Make a checklist of any key personal information, encompassing a family history of heart disease, heart disorders, genetic disorders, BP or diabetes and any prominent stresses or recent life changes.
Generate a list of drugs along with any supplements that you're taking currently.
Carry a family member or friend along. He may help you in your activities or may indicate something that you have skipped or forgot.
Mitral Valve Regurgitation is also called as mitral regurgitation. This is a type of bodily condition in which the mitral valve leaflets do not clasp tightly.

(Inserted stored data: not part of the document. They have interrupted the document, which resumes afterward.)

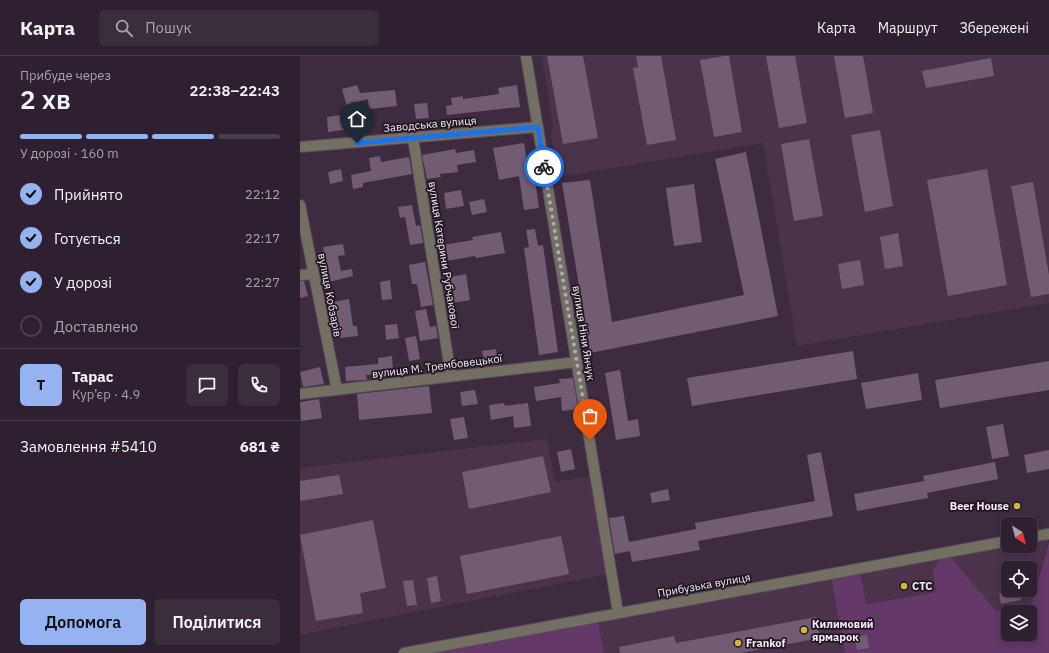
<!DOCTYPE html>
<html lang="uk">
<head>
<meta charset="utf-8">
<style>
	:root { --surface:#2e2030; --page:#3a2d3c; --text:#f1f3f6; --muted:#a7a3ab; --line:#493e4c; --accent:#95b2f1 }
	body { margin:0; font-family:"IBM Plex Sans",sans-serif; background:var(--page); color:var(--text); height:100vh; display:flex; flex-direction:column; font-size:15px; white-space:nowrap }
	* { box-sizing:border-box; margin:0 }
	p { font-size:13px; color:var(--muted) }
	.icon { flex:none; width:22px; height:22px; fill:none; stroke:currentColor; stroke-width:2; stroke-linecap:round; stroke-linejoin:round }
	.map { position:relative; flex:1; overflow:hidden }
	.details { display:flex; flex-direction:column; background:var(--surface); width:300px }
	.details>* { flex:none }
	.needle { width:26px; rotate:144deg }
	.tools { position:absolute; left:701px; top:461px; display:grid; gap:8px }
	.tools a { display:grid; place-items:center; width:36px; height:36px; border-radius:6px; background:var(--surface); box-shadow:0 2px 10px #0003,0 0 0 1px var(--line); font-size:20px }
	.pin { position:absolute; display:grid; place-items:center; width:34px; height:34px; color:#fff; margin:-41px -17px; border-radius:50% 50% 50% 0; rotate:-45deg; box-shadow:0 0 4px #0007 }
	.pin .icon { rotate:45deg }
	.courier { position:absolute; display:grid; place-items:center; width:40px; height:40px; margin:-20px; border:3px solid #1a73e8; border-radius:50%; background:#fff; color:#222; box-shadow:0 1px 5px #0007 }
	.headline em { font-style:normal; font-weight:600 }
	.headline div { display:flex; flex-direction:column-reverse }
	.headline { display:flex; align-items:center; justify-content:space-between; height:68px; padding:0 20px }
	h1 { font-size:26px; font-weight:600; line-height:30px }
	.bar { display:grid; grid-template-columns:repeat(4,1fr); gap:6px 4px; align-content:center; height:48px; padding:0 20px }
	.bar i { height:5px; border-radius:3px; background:var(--line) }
	.bar .active { background:var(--accent) }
	.bar p { grid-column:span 4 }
	.line { display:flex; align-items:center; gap:10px; padding:0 20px; border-top:1px solid var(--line) }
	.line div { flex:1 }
	.round { display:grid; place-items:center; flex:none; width:42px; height:42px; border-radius:6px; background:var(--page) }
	ol { padding:0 20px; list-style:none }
	li { display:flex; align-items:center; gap:12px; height:44px }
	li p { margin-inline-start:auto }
	li .icon { padding:4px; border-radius:50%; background:var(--accent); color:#111; stroke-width:4 }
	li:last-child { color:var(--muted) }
	li i { width:22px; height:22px; border:2px solid var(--line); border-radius:50% }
	.cta { display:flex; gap:8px; margin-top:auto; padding:8px 20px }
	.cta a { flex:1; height:46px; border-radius:6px; background:var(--accent); color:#111; font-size:16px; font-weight:600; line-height:46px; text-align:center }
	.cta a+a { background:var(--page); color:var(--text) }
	header { display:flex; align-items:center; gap:24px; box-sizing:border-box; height:56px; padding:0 20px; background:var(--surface); border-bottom:1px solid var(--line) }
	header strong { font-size:19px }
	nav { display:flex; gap:22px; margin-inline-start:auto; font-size:14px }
	.search { width:280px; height:36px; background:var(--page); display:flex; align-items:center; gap:10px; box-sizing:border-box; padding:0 14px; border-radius:6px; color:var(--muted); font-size:15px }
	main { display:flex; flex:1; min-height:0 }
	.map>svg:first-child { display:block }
</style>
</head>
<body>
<header>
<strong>Карта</strong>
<div class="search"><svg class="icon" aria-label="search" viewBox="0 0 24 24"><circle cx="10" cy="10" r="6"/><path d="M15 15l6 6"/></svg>Пошук</div>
<nav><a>Карта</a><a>Маршрут</a><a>Збережені</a></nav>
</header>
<main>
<section class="details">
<div class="headline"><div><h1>2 хв</h1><p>Прибуде через</p></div><em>22:38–22:43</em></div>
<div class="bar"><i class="active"></i><i class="active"></i><i class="active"></i><i></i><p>У дорозі · 160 m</p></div>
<ol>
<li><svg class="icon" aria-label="check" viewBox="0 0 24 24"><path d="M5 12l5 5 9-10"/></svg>Прийнято<p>22:12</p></li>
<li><svg class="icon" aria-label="check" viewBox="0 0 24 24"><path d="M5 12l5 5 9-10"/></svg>Готується<p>22:17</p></li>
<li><svg class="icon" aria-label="check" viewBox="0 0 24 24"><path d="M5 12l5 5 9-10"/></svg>У дорозі<p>22:27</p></li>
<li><i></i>Доставлено</li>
</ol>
<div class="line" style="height:72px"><b class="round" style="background:var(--accent);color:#111">Т</b><div><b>Тарас</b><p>Кур’єр · 4.9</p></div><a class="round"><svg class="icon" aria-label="chat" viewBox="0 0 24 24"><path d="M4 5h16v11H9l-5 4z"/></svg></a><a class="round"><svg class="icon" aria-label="phone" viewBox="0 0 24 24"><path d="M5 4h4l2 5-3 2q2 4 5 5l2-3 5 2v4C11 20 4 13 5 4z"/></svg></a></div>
<div class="line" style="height:52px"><div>Замовлення #5410</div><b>681 ₴</b></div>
<div class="cta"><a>Допомога</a><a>Поділитися</a></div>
</section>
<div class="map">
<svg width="749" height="597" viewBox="0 0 749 597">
	<rect width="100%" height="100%" fill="#3e2b40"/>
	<path fill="#4b334c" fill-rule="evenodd" d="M242 0H749V247L497 290 463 87 258 121 251 79 253 72Z
		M247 383 255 426 291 420 307 518 0 579V412Z
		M749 482 731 549 696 555 650 500 708 490H730V485ZM708 512H730V534H708Z
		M640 502 633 515 637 536 565 548 560 516Z
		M531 522 545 597H304L298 565Z"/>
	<path fill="#643869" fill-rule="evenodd" d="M749 486V597H545L531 522 560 516 566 548 636 536 633 515 640 502 650 500 696 555 731 549ZM708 556H730V578H708Z
		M298 565 304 597H127Z"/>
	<path fill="#725c74" d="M247 0H283L298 82 263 88Z
		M336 0H361L376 84 347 89 333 12 338 11Z
		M424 0H429L442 76 414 81 400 4Z
		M466 0H495L507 67 479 72Z
		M534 0H563L573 57 545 62Z
		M691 2 694 20 626 32 622 15Z
		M57 29 60 37 95 34 97 50 69 53 68 43 53 47 57 72 28 76 27 61 49 58 42 33Z
		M217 29 220 51 147 59 146 50 152 49 151 42 163 40V43L199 38 198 32Z
		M127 47 129 62 116 63 114 48Z
		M580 74 593 150 565 156 551 79Z
		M509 83 523 160 494 165 481 88Z
		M224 87 230 125 235 124 239 152 224 154 219 120 199 124 193 92Z
		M155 93 156 97 174 94 176 106 157 109 158 116 140 118 141 121 127 123 122 99Z
		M446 96 478 260 290 297 262 127 290 124 312 266 444 239 415 103Z
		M80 100 81 106 109 101 112 118 63 127V131L53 133 51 119 71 115 69 102Z
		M41 113 43 125 30 128 28 116Z
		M687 113 707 229 648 240 627 124Z
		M733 126 749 219V238L731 241 711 130Z
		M394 128 402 186 374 190 366 132Z
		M161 134 164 150 146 153 144 137Z
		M184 143 187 156 172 159 169 146Z
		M112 149 116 170 120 169 123 187 110 189 105 161 100 162 98 151Z
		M235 173 238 190 243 189 258 296 239 299 224 192 229 191 226 174Z
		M201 176 205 197 176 202 175 200 146 205 143 189 173 184 172 181Z
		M598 177 603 210 585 213 580 181Z
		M43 188 45 199 38 200 41 215 52 213 53 220 29 226 23 191Z
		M560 204 564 229 542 233 538 208Z
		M125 206 133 249 121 251 117 228H112L109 209Z
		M166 218 170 244 153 247 150 221Z
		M90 224 92 243 82 244 80 226Z
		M0 225H4L8 240 0 242Z
		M49 243 53 270H57L58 280 39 282 37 260H35L33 246Z
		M126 253 130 271 136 270 138 282 120 285 115 255Z
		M97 268 99 282 86 284 85 269Z
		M116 280 120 303 109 305 105 282Z
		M196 293 198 308 185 310 182 295Z
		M553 295 557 323 392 350 387 322Z
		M92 300 93 317 66 319 67 324 46 325 45 311 78 308V302Z
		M749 305V334L640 352 635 324Z
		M20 311 24 328 3 331 0 316Z
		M320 314 328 365 338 363 340 380 316 384 305 317Z
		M618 317 622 344 566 353 561 327Z
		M273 322 278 353 262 355 261 341 236 345 234 331 260 327 259 323Z
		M129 330 132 357 59 364 57 338Z
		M175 334 178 348 162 350 160 336Z
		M19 343 22 362 1 365 0 346Z
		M204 347 205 350 228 347 231 370 214 372 213 360 191 364 189 349Z
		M164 361 168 382 154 384 150 363Z
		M703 368 709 400 692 403 686 371Z
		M271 393 275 413 261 416 257 396Z
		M749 394V413L727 417 724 399Z
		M521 396 533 460 398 485 400 494 332 506 330 495 315 498 309 462 324 460 329 486 396 473 395 467 515 445 507 399Z
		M243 400 251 436 169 453 162 416Z
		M695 406 698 423 627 437 628 442 557 455 554 438 624 425 623 420Z
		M39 419 43 438 0 445V425Z
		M368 433 370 444 352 447 350 437Z
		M73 464 86 532 60 537 63 557 16 565 0 479Z
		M261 480 269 518 167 538 160 500Z
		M708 509V534H720L721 544 701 548 699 537H704L700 511Z
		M137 520 141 545 131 547 127 522Z
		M113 524 117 549 107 550 103 525Z
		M516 561 520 582 440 597H320L319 591 374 580 376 587Z
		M567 579 569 592 557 594 554 581Z"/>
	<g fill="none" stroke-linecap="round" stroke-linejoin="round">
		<g stroke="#5c4a5d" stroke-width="12">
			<path id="minor" d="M226 0 318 557
				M113 82 151 320
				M0 91 238 71
				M0 149 37 334
				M0 219 14 218
				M0 338 277 306
				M730 481 749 478
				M104 597 708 485"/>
		</g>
		<use href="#minor" stroke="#737063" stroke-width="10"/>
	</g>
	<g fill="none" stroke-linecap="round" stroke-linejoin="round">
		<path stroke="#b6a7b8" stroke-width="4" stroke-dasharray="0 7.2" d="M244 111 290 384"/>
		<path stroke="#1a73e8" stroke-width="5" d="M57 87 238 71 244 111"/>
	</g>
	<g fill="#d3b635" stroke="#201721" stroke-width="1.5">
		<circle cx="717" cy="450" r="4"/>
		<circle cx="604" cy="530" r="4"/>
		<circle cx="504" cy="574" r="4"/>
		<circle cx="438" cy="587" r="4"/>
	</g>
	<g text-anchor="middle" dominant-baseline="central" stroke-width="3.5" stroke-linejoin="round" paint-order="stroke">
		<g font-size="11" fill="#f7eaf8" stroke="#201721">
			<text transform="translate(130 68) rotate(-5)">Заводська вулиця</text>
			<text transform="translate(144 199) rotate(81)">вулиця Катерини Рубчакової</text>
			<text transform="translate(30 239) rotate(79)">вулиця Кобзарів</text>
			<text transform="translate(284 277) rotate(81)">вулиця Ніни Янчук</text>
			<text transform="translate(137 310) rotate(-7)">вулиця М. Трембовецької</text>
			<text transform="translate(404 529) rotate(-10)">Прибузька вулиця</text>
		</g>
		<g font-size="11" font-weight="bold" fill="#f7eaf8" stroke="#201721" text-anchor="start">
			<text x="709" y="450" text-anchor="end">Beer House</text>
			<text x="612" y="530">СТС</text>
			<text x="512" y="568">Килимовий<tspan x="512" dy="13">ярмарок</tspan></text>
			<text x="446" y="587">Frankof</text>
		</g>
	</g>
</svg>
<div class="tools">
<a><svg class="needle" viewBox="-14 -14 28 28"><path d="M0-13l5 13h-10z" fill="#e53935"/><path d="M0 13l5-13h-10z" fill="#a7a3ab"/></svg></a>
<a><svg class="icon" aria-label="locate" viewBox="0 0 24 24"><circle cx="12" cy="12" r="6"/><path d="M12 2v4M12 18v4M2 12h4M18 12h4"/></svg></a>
<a><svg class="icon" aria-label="layers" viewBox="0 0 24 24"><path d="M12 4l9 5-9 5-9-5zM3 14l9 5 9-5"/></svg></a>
</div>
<div class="pin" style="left:290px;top:384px;background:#ea580c"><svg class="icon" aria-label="bag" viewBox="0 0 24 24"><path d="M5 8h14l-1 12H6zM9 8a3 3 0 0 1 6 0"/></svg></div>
<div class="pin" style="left:57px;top:87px;background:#1f2937"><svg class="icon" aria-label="home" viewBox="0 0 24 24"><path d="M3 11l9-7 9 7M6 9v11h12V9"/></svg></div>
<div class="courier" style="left:244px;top:111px"><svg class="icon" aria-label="bike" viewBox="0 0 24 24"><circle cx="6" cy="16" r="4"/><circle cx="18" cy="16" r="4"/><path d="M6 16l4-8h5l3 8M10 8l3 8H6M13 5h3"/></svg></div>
</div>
</main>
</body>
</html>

This impairment in valve enables the blood to go back in your heart and is often termed as a leaking heart valve.
Your physician will give you specific details on how to prepare for the surgery. You need to contact your insurance company to ascertain coverage and ensure if a referral is required.
On reporting to preoperative nursing clinic you will be asked to slip into a hospital gown. A nurse will view your chart and ascertain that all paperwork is in order. You will be carried to a pre-operative area and an anesthesiologist will start with IV. Prior to any drugs being administered your surgeon will cross check your name and the kind of process you are going to have. You will be carried to the operating unit. After the application of right anesthesia, surgery will be performed.

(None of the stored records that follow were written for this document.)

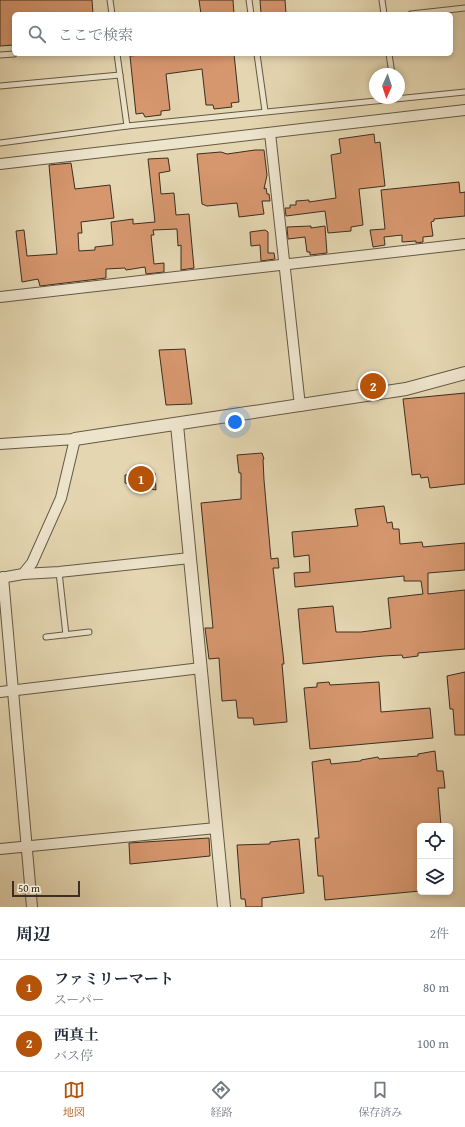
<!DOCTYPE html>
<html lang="ja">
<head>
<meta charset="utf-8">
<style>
	:root { --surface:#fff; --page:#f6f6f7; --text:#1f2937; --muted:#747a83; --line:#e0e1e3; --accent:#b45309 }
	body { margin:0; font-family:"Gentium Book Plus","Noto Serif JP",serif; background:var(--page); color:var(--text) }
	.controls { position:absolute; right:12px; bottom:12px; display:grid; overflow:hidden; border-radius:6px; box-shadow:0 2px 6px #0003 }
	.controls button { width:36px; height:36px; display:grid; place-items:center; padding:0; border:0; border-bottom:1px solid var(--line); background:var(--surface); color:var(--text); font:20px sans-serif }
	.compass { position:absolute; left:369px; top:68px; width:36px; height:36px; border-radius:50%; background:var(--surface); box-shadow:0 2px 6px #0003; rotate:183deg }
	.scale { position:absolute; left:12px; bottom:10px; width:68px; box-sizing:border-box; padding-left:4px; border:2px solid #3a2f21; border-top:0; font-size:11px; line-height:14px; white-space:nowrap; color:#3a2f21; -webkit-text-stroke:3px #ede4cc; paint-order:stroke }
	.you { position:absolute; left:235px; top:422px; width:14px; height:14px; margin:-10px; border:3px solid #fff; border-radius:50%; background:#1a73e8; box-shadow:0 0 0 6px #1a73e833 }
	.badge { display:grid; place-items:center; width:26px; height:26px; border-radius:50%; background:var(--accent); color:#fff; font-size:13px; font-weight:700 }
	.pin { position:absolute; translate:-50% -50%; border:2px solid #fff; box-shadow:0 1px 4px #0006 }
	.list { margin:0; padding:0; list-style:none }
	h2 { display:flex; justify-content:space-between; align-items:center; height:52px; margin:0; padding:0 16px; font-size:17px }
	h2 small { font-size:13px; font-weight:400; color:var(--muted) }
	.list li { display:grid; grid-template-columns:26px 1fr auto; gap:12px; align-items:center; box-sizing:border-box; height:56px; padding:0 16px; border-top:1px solid var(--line) }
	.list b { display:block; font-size:15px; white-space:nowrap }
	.list p { margin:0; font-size:13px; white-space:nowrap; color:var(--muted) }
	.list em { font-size:13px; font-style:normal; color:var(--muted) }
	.icon { flex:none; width:22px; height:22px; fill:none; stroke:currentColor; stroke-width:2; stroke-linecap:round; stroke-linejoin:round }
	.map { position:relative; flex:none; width:465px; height:907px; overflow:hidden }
	.search { position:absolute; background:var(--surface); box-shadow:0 2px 6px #0003; left:12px; right:12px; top:12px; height:44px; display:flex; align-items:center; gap:10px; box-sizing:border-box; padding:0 14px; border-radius:6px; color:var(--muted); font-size:15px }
	.sheet { height:164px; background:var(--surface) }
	nav { display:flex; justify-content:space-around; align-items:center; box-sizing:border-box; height:56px; border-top:1px solid var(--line); background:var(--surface); font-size:11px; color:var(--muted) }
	nav a { display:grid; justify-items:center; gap:2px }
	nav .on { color:var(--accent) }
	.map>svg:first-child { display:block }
	.building { fill:#d6966e; stroke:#3a2f21 }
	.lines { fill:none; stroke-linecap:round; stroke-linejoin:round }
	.service-casing { stroke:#645945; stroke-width:7 }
	.minor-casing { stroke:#645945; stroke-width:12 }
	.tertiary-casing { stroke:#645945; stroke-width:14 }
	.service { stroke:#ede4cc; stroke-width:5 }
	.minor { stroke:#ede4cc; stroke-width:10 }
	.tertiary { stroke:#ede4cc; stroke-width:12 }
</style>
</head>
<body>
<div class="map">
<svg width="465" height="907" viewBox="0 0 465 907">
	<rect width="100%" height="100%" fill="#e4d6b1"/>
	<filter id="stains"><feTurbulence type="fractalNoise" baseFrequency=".005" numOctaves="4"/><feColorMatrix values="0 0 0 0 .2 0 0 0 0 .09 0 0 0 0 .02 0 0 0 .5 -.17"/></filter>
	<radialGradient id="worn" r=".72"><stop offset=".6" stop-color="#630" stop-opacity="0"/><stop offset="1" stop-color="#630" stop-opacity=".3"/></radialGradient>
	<g class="building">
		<polygon points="0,0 92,0 93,14 14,14 14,45 0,46"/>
		<polygon points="199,0 233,0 234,14 201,14"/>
		<polygon points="260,0 285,0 286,13 261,14"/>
		<polygon points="150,54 234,54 239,102 231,103 232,107 214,109 213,105 206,105 202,69 166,74 170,110 161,111 161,115 145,117 143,113 136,114 130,56"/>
		<polygon points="374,134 375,143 380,142 385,186 359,189 363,225 351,227 351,231 328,233 325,211 286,216 285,208 290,208 290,205 296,205 296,201 309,200 309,202 336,198 331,155 341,153 339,139"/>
		<polygon points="255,150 264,150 267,175 264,189 266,188 267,194 269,194 270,201 262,201 264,214 239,217 237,203 207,206 202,204 197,154 221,152 227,154"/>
		<polygon points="168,158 170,171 159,173 161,194 174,193 176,215 189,214 194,268 181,270 181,245 178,246 177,229 153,230 154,235 151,235 154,264 164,263 164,272 146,274 145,267 126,270 125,268 106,269 106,278 40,286 38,279 22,282 16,231 24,230 27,256 57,254 49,165 71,163 75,189 110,185 114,218 81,222 82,233 78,233 79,251 95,250 95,247 113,245 111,222 133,219 133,224 155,222 148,159"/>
		<polygon points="459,182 460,193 465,192 465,216 434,219 434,221 431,222 433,236 423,237 423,242 416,243 416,241 402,242 402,235 384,237 385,245 373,247 370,230 385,229 381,190"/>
		<polygon points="311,226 311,228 325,226 327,253 310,255 310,252 307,252 305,237 288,239 287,227"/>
		<polygon points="265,230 268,232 268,253 274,253 275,259 261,261 260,245 251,246 250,232"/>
		<polygon points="185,349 192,404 166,405 159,350"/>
		<polygon points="465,393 465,484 430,488 428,477 421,478 420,474 412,475 403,399"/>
		<polygon points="262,453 264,459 263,459 264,480 271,559 278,558 279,568 273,568 283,654 284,664 282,664 287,722 254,725 253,718 238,718 236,700 222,701 219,658 209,659 205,628 213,628 201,503 241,499 241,473 239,473 237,455"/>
		<polygon points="155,473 156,490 125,483 125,475"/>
		<polygon points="384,506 387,523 392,522 393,529 399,529 400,544 422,542 423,547 465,543 465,570 428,573 428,594 465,590 465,649 418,653 418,656 403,658 402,655 384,656 303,664 298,609 333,606 336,632 361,632 391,628 388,598 423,594 421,581 404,581 404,576 295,587 294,573 310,572 309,555 294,557 292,532 358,526 355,509"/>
		<polygon points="465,672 465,735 455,735 453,709 450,709 447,676"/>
		<polygon points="329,682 330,685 379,682 381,712 430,708 433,738 310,749 304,688 317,687 317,683"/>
		<polygon points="435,751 437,771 443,771 445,788 438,788 441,826 420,826 420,891 325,900 323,876 318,876 315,838 319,838 312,762 330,759 331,764 361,761 361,760 378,757 379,759 418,756 418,754"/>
		<polygon points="209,838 210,856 130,864 129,843"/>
		<polygon points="299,839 304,893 262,898 262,907 246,907 245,899 241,899 237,845 270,844 270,842"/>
	</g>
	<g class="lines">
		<defs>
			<g id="service">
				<polyline points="110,0 112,14"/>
				<polyline points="249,0 251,14"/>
				<polyline points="382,0 384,14"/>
				<polyline points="411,14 465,8"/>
				<polyline points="117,54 127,126"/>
				<polyline points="257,54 265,111"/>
				<polyline points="389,54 392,74"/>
				<polyline points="0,55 14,54"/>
				<polyline points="0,86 120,75"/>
				<polyline points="0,143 127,126 465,92"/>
				<polyline points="59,572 66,635"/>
				<polyline points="46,637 89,632"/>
			</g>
			<g id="minor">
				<polyline points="270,133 300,406"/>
				<polyline points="0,164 465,110"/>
				<polyline points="0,297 465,244"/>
				<polyline points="0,444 75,439 61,498 32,563 23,574 0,578"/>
				<polyline points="23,574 59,572 190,558"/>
				<polyline points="3,577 32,907"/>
				<polyline points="0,692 201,668"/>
				<polyline points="0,849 216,828"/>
			</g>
			<g id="tertiary">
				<polyline points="177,425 224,907"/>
				<polyline points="75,439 406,389 465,373"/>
			</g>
		</defs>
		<use href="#service" class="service-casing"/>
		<use href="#minor" class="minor-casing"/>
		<use href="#tertiary" class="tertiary-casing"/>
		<use href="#service" class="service"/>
		<use href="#minor" class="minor"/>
		<use href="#tertiary" class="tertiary"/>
	</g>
	<rect width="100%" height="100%" filter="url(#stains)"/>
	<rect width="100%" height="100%" fill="url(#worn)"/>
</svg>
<div class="controls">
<button><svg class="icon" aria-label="locate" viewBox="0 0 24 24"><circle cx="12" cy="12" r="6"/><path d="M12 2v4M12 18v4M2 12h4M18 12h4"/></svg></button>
<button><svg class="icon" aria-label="layers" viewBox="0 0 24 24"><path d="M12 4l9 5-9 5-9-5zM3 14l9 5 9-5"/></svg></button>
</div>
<svg class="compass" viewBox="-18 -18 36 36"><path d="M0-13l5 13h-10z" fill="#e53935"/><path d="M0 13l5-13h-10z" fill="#747a83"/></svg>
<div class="scale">50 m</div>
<div class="you"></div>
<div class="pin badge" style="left:141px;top:479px">1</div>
<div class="pin badge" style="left:373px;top:386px">2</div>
<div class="search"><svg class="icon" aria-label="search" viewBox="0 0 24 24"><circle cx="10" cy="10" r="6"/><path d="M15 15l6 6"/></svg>ここで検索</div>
</div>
<section class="sheet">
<h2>周辺<small>2件</small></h2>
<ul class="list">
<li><span class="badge">1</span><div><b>ファミリーマート</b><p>スーパー</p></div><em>80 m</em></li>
<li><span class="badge">2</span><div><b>西真土</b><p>バス停</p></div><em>100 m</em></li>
</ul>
</section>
<nav>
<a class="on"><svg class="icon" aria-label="map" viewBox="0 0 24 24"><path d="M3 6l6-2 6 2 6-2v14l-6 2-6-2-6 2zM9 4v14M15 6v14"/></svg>地図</a>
<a><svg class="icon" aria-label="directions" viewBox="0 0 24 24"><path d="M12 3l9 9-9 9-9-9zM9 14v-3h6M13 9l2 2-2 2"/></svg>経路</a>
<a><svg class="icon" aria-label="saved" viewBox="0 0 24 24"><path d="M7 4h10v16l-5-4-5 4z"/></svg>保存済み</a>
</nav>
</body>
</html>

Your mitral valve may require surgically fixed or replaced. The surgery options may include:
Mitral valve repair is a surgery that consolidates the natural valve. The mitral valve has two triangular-shaped flaps of tissue - leaflets. The leaflets of the mitral valve associates with the heart muscle via a ring called the annulus. The surgeon can repair the natural valve to stop backward blood flow. Surgeons can also fix the valve by reconnecting valve leaflets or by detaching excess valve tissue so that the leaflets can clasp firmly.
Valve replacement is conducted when valve repair is of no use. In valve replacement surgery, the ruptured mitral valve is replaced by an artificial valve.